- Country: United States
- Language: English
- Genre: Science fiction

Publication
- Published in: New Worlds #122
- Publication type: Periodical
- Publisher: Maclaren & Sons
- Media type: Print
- Publication date: September 1962

= The Streets of Ashkelon =

Short story by Harry Harrison

"The Streets of Ashkelon" is a science fiction short story by American writer Harry Harrison. It has also been published under the title "An Alien Agony". It was first published in 1962, in Brian Aldiss's New Worlds #122. The story has since been reprinted over 30 times in fourteen languages, in anthologies and also in academic textbooks. Science fiction critic Paul Tomlinson, who helps run Harrison's official website, has estimated that it is Harrison's most widely published story.

Its name is a reference to a passage from the Biblical 2 Samuel 1:20, which says "proclaim it not in the streets of Ashkelon".

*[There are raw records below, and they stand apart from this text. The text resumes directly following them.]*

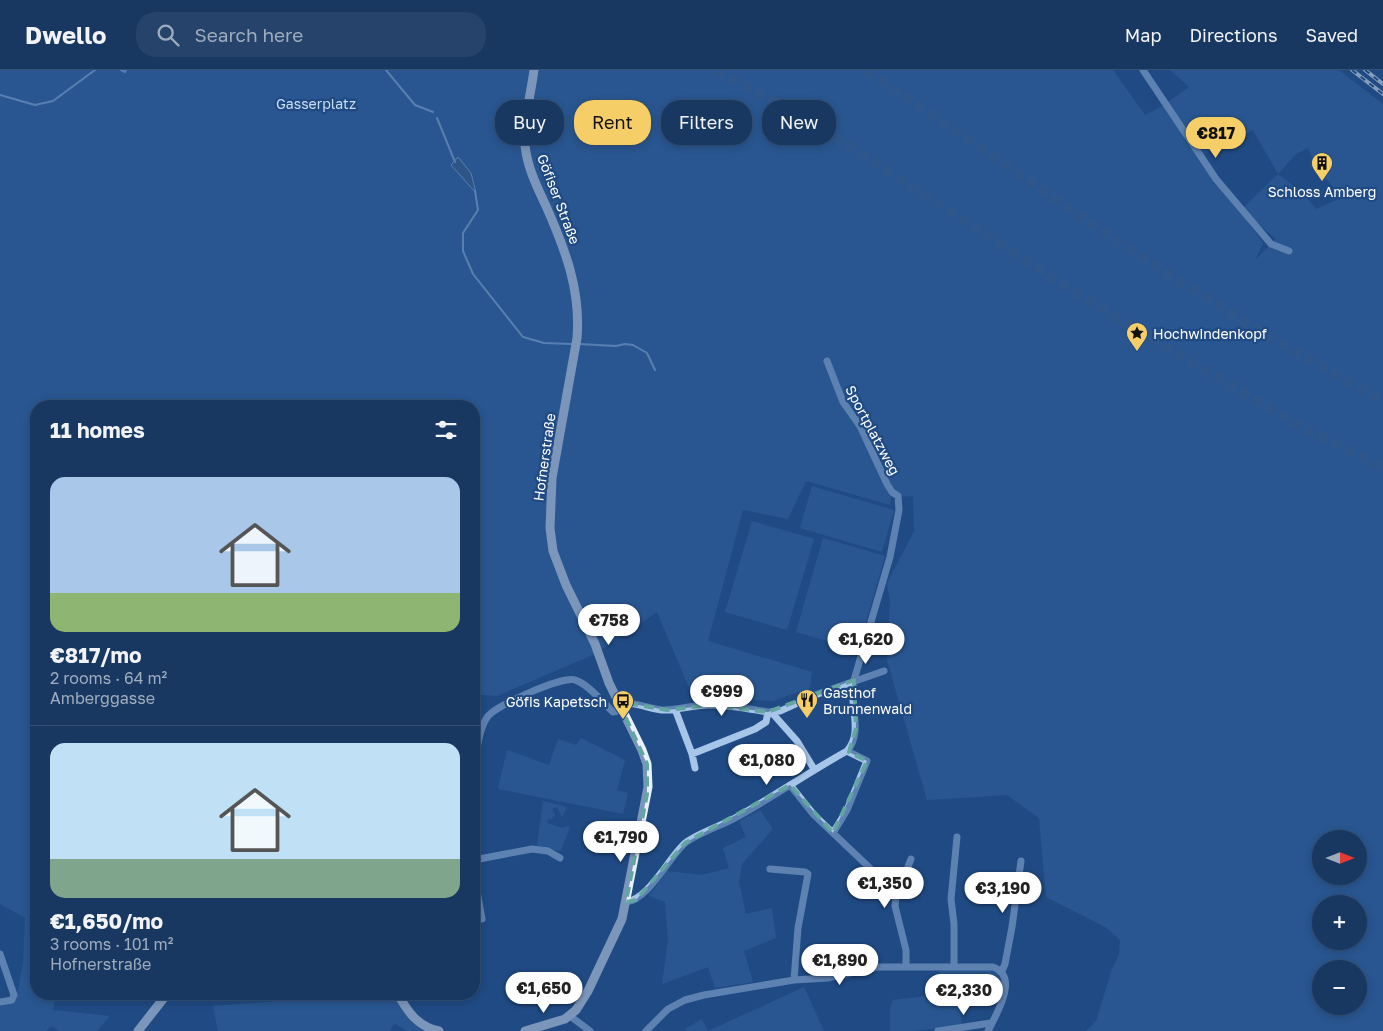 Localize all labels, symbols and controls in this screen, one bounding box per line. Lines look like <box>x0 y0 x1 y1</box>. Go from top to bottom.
search box <box>136 12 486 57</box>
text: Dwello <box>25 20 106 49</box>
icon: search <box>154 21 182 49</box>
text: Search here <box>194 23 303 46</box>
text: Map <box>1125 24 1161 46</box>
text: Directions <box>1189 24 1277 46</box>
text: Saved <box>1305 24 1358 46</box>
park label: Gasserplatz <box>276 95 356 112</box>
chip: Buy <box>495 100 564 145</box>
chip: Rent <box>574 100 651 145</box>
chip: Filters <box>661 100 752 145</box>
chip: New <box>762 100 836 145</box>
pin: €817 <box>1186 116 1246 159</box>
text: €817 <box>1197 123 1235 143</box>
street label: Göfiser Straße <box>534 151 584 247</box>
building icon: Schloss Amberg <box>1310 151 1334 182</box>
place label: Schloss Amberg <box>1268 183 1376 200</box>
place icon: Hochwindenkopf <box>1125 321 1149 352</box>
place label: Hochwindenkopf <box>1153 325 1267 342</box>
street label: Sportplatzweg <box>842 382 904 478</box>
street label: Hofnerstraße <box>529 412 559 502</box>
icon: filters <box>432 416 460 444</box>
text: 11 homes <box>50 417 145 443</box>
icon: home <box>210 510 300 600</box>
pin: €758 <box>579 604 639 646</box>
text: €758 <box>589 610 629 630</box>
pin: €1,620 <box>825 622 907 665</box>
text: €1,620 <box>839 629 893 649</box>
text: €817/mo <box>50 642 142 668</box>
text: 2 rooms · 64 m² <box>50 668 167 688</box>
pin: €999 <box>692 674 752 717</box>
text: €999 <box>701 681 743 701</box>
place label: Gasthof Brunnenwald <box>823 684 912 717</box>
text: Amberggasse <box>50 688 155 708</box>
restaurant icon: Gasthof Brunnenwald <box>795 688 819 719</box>
bus stop icon: Göfis Kapetsch <box>611 689 635 720</box>
place label: Göfis Kapetsch <box>506 693 607 710</box>
pin: €1,080 <box>726 744 808 786</box>
text: €1,080 <box>739 750 795 770</box>
icon: home <box>210 775 300 865</box>
pin: €1,790 <box>580 820 662 863</box>
text: €1,790 <box>594 827 648 847</box>
north arrow <box>1312 830 1368 885</box>
map controls <box>1312 830 1367 1015</box>
pin: €1,350 <box>844 866 926 909</box>
pin: €3,190 <box>962 872 1044 914</box>
text: €1,350 <box>858 873 912 893</box>
text: €3,190 <box>976 878 1030 898</box>
button: + <box>1312 895 1367 950</box>
text: €1,650/mo <box>50 908 163 934</box>
text: 3 rooms · 101 m² <box>50 934 173 954</box>
pin: €1,890 <box>799 944 881 986</box>
text: €1,890 <box>812 950 868 970</box>
text: Hofnerstraße <box>50 954 151 974</box>
button: − <box>1312 960 1367 1015</box>
pin: €1,650 <box>503 972 585 1014</box>
pin: €2,330 <box>923 974 1005 1016</box>
text: €1,650 <box>517 978 571 998</box>
text: €2,330 <box>936 980 992 1000</box> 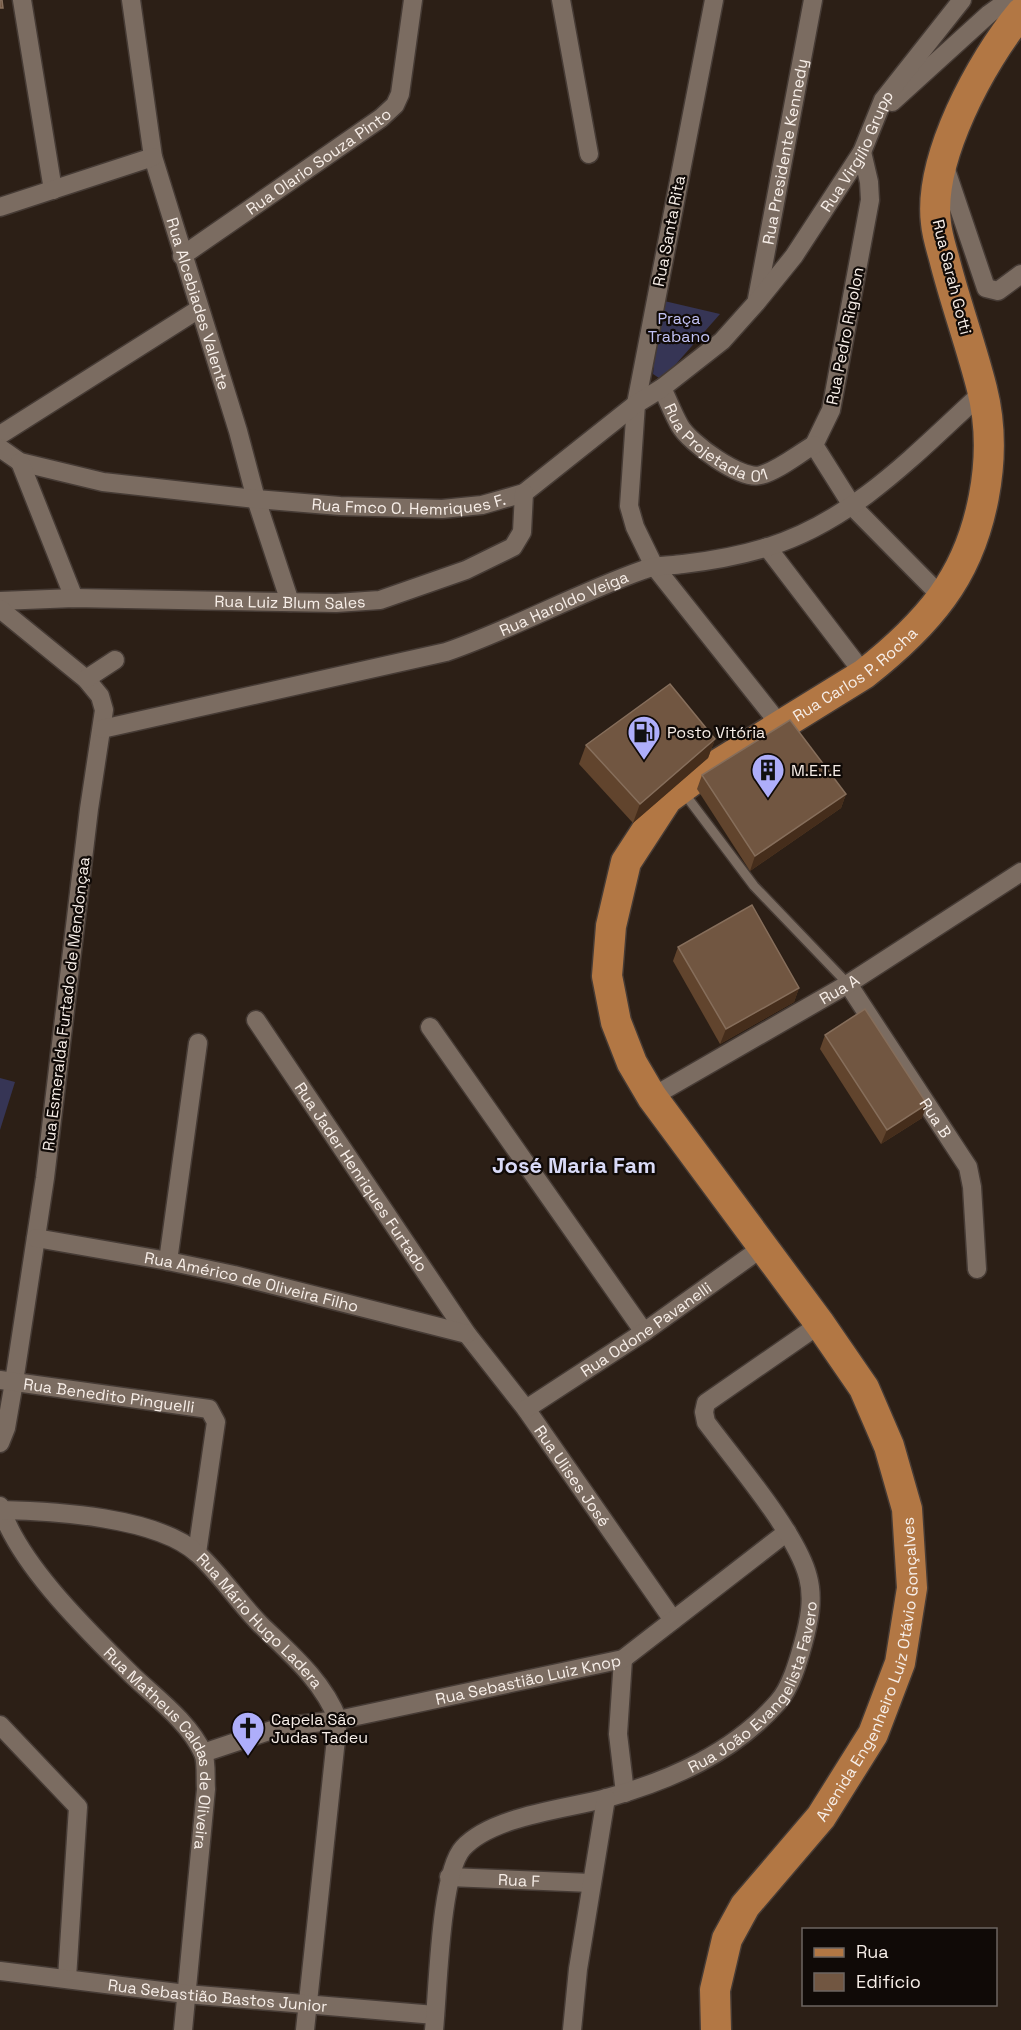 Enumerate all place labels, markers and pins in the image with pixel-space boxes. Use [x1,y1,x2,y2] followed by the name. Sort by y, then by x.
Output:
[626,714,662,761] fuel station icon: Posto Vitória
[667,722,765,743] place label: Posto Vitória
[750,752,786,799] building icon: M.E.T.E
[791,760,841,781] place label: M.E.T.E
[271,1709,368,1748] place label: Capela São Judas Tadeu
[230,1710,266,1757] church icon: Capela São Judas Tadeu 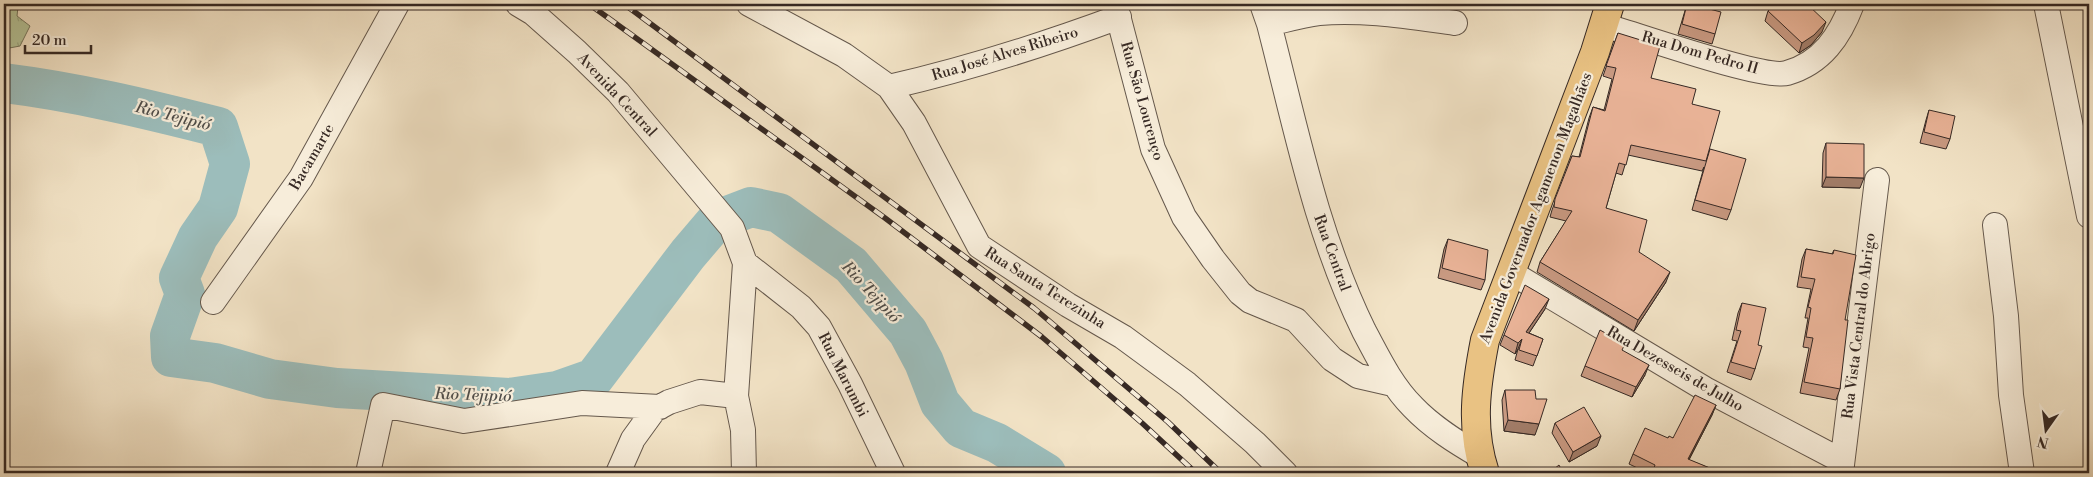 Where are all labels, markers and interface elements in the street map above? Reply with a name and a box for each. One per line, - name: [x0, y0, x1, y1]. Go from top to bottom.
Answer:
- scale bar: [25, 22, 91, 54]
- street label: Rua José Alves Ribeiro: [929, 23, 1081, 85]
- street label: Rua Dom Pedro II: [1639, 27, 1761, 79]
- text: 20 m: [32, 31, 67, 50]
- street label: Rua São Lourenço: [1116, 39, 1168, 163]
- street label: Avenida Central: [573, 48, 661, 141]
- street label: Avenida Governador Agamenon Magalhães: [1475, 70, 1597, 347]
- water label: Rio Tejipió: [132, 97, 213, 135]
- street label: Bacamarte: [285, 120, 339, 195]
- street label: Rua Central: [1309, 212, 1355, 294]
- street label: Rua Vista Central do Abrigo: [1838, 232, 1880, 420]
- street label: Rua Santa Terezinha: [981, 243, 1109, 333]
- water label: Rio Tejipió: [837, 256, 905, 327]
- street label: Rua Dezesseis de Julho: [1603, 322, 1747, 416]
- street label: Rua Marumbi: [814, 329, 872, 421]
- water label: Rio Tejipió: [433, 384, 512, 406]
- north arrow: [2020, 404, 2070, 454]
- text: N: [2036, 432, 2051, 452] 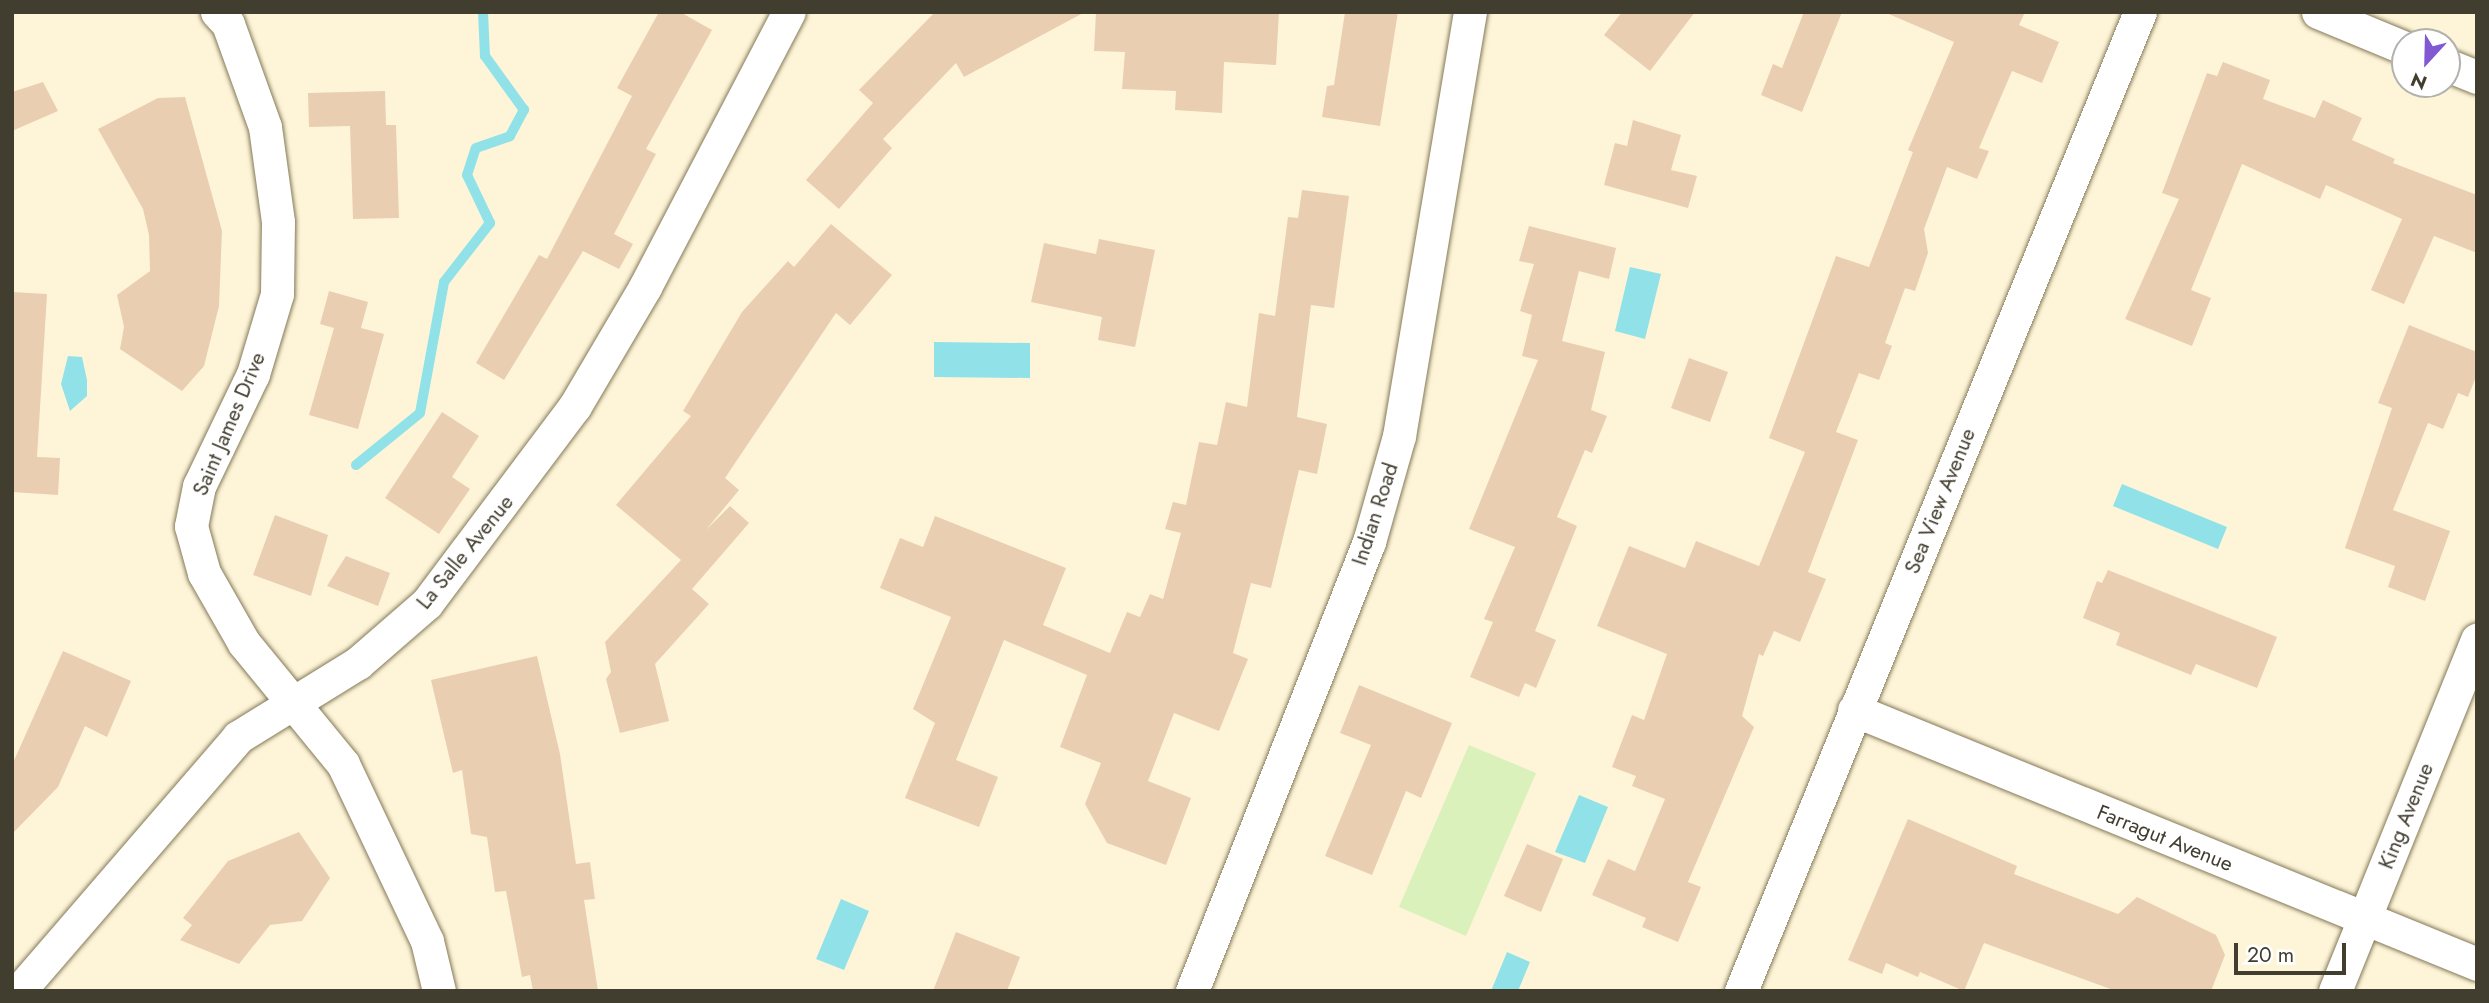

Harrison wrote the story for a Judith Merril-edited anthology that was to contain original stories that all violated societal taboos in some way: Streets portrayed a heroic atheist, and a naive, foolish missionary. When Merrill's project fell through, Harrison approached other markets; however, no American publisher accepted it, and so Harrison approached British markets instead. Streets was not published by an American company until six years later.

==Plot==
An atheist merchant/trader, John Garth, is the only human on an alien planet where the native Weskers, intelligent but painstakingly literal-minded amphibians, live in what seem to be utopian conditions. These Weskers have no concept whatsoever of gods, religion, or sin. Garth has been gradually teaching them the scientific method.

One day Garth is surprised by the arrival of Father Mark, a missionary who is intent on proselytizing to the natives. Despite Garth's best efforts to dissuade him, even at gunpoint, the missionary is intent on "saving souls".

Weeks pass and Father Mark has been instructing the Weskers in catechism in their newly-constructed church, and he has recently finished teaching the Weskers about the Crucifixion and Resurrection of Christ. Soon afterwards, Itin, the ostensible leader of the Weskers, approaches Garth about the problem of reconciling the empirical truth of the scientific method with the symbolic truth of revealed religion and asks him to come to the church to debate Father Mark. Once at the church, Garth, who had previously made preparations to leave the planet, sees the Bible open to an illustration and orders the missionary to come with him. Not understanding what's wrong, Father Mark refuses; but before Garth can explain, several natives seize the priest and drag him to a hill upon which is planted a cross. In accordance with what Garth taught them about the scientific method, they are experimentally testing the hypothesis that if they crucify the missionary in accordance with what he taught them about the Gospels, he will miraculously rise from the dead three days later and thereby redeem them.

Three days later, after Father Mark has been buried and the hypothesis disproved, Itin asks Garth what went wrong, and arrives at a simple truth: that the Weskers are now murderers.

==Critical response==
Paul Di Filippo considers "The Streets of Ashkelon" to be a response to James Blish's "A Case of Conscience".

Paul Cook describes "The Streets of Ashkelon" as "bitterly ironic" and "one of the saddest science fiction stories ever written", saying that it "gives credence (of a kind) to the spirit of the Prime Directive".